I am a high school senior applying for college now. I want to know what are the top tier schools for undergraduate computer science.
Harvey Mudd goes on the list for sure.
If you give us stats, home state, and financial situation, we can probably give you good options.
UIUC
Cornell and UW-Seattle as well
Waterloo is probably worth mentioning.
so what would you say are the first tier schools for computer science so to speak?
http://poetsandquantsforundergrads.com/2017/04/27/top-feeder-schools-silicon-valley/
So by this study the top schools outside of California area. .,
1 Carnegie Mellon
2 Texas
3 GA Tech
4 Illinois
5 Michigan
“so what would you say are the first tier schools for computer science so to speak”
I am not sure why I didn’t already see somewhere on this thread: Stanford, MIT, Caltech.
Past those three, everything mentioned so far on this thread is excellent. There are also a LOT of very good universities that have very good computer science programs.

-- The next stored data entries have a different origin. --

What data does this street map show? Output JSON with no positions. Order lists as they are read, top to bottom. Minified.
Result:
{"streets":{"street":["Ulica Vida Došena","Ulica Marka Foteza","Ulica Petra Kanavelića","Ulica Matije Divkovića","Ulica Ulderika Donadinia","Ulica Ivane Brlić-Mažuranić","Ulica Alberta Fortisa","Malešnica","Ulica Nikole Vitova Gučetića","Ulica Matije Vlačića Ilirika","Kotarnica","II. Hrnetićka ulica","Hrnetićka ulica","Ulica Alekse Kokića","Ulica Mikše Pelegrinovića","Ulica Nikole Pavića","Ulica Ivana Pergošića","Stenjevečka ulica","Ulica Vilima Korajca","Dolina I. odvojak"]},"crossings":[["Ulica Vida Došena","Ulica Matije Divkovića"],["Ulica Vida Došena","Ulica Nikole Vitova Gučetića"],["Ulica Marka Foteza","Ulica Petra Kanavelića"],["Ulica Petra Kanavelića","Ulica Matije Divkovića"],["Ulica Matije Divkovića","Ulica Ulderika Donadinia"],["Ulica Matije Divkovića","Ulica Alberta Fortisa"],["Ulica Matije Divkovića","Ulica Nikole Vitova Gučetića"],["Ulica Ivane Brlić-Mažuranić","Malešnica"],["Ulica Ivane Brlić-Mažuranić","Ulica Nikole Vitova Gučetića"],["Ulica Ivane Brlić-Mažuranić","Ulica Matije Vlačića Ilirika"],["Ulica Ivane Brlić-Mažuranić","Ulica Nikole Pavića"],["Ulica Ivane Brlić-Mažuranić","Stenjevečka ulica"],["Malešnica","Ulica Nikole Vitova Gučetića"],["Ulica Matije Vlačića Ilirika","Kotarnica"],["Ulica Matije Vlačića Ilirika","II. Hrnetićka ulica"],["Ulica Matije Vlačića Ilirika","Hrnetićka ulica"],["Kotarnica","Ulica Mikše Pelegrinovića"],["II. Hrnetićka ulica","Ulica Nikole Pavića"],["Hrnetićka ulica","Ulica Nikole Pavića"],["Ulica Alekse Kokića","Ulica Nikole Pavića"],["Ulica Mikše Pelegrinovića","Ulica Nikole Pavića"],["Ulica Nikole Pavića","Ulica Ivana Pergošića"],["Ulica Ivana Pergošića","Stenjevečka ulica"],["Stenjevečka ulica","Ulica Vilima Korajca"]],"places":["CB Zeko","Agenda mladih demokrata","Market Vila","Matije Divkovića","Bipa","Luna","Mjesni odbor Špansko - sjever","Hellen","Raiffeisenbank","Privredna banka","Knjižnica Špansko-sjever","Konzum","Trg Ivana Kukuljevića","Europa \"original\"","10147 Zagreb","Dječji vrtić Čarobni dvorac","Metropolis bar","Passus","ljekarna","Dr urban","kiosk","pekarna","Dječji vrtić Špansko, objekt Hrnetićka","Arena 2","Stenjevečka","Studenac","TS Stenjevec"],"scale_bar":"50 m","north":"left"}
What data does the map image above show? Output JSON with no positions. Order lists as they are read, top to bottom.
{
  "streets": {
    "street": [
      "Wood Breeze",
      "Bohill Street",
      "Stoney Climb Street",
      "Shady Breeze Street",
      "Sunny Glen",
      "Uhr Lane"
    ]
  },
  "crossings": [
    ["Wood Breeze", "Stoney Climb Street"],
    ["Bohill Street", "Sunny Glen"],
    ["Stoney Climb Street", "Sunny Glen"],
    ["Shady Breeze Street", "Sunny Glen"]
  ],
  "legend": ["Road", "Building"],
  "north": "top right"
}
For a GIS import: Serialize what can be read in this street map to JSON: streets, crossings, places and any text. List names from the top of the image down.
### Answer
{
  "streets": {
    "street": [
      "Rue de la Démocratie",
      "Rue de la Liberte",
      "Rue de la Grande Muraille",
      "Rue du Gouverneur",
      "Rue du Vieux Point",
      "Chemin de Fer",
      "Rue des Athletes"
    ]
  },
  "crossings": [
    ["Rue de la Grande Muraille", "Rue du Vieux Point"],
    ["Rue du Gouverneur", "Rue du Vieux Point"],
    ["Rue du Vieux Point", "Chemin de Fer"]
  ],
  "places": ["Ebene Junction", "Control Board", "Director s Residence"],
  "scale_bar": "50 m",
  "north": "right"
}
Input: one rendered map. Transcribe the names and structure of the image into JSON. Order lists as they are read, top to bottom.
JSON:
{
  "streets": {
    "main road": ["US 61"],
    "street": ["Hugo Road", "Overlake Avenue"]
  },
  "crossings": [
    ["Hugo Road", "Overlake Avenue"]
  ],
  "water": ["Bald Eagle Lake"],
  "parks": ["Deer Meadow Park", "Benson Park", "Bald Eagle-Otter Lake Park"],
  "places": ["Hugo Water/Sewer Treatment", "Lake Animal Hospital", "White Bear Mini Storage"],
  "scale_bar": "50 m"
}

So even somewhere like UMass Amherst, which should not be mentioned in a thread on “strongest CS programs”, still is very good and has many graduates who do very well. Once you are more than a few months on the job people will care about what you can do, and not where you got your B.Sc. Many students should be able to minimize or eliminate debt for a CS degree because there are so many great choices.
Stanford
CMU
Berkeley
MIT
Caltech
Harvey Mudd
Cornell
UIUC
Michigan
Georgia Tech
CMU is, IMO, in the top 3.
But you can get a CS degree at a lot of schools so if you’re asking because you’re trying to decide where to apply, there are a lot of factors to consider besides “best”.
In none of your posts do you provide your stats. Are you qualified for these top tier schools?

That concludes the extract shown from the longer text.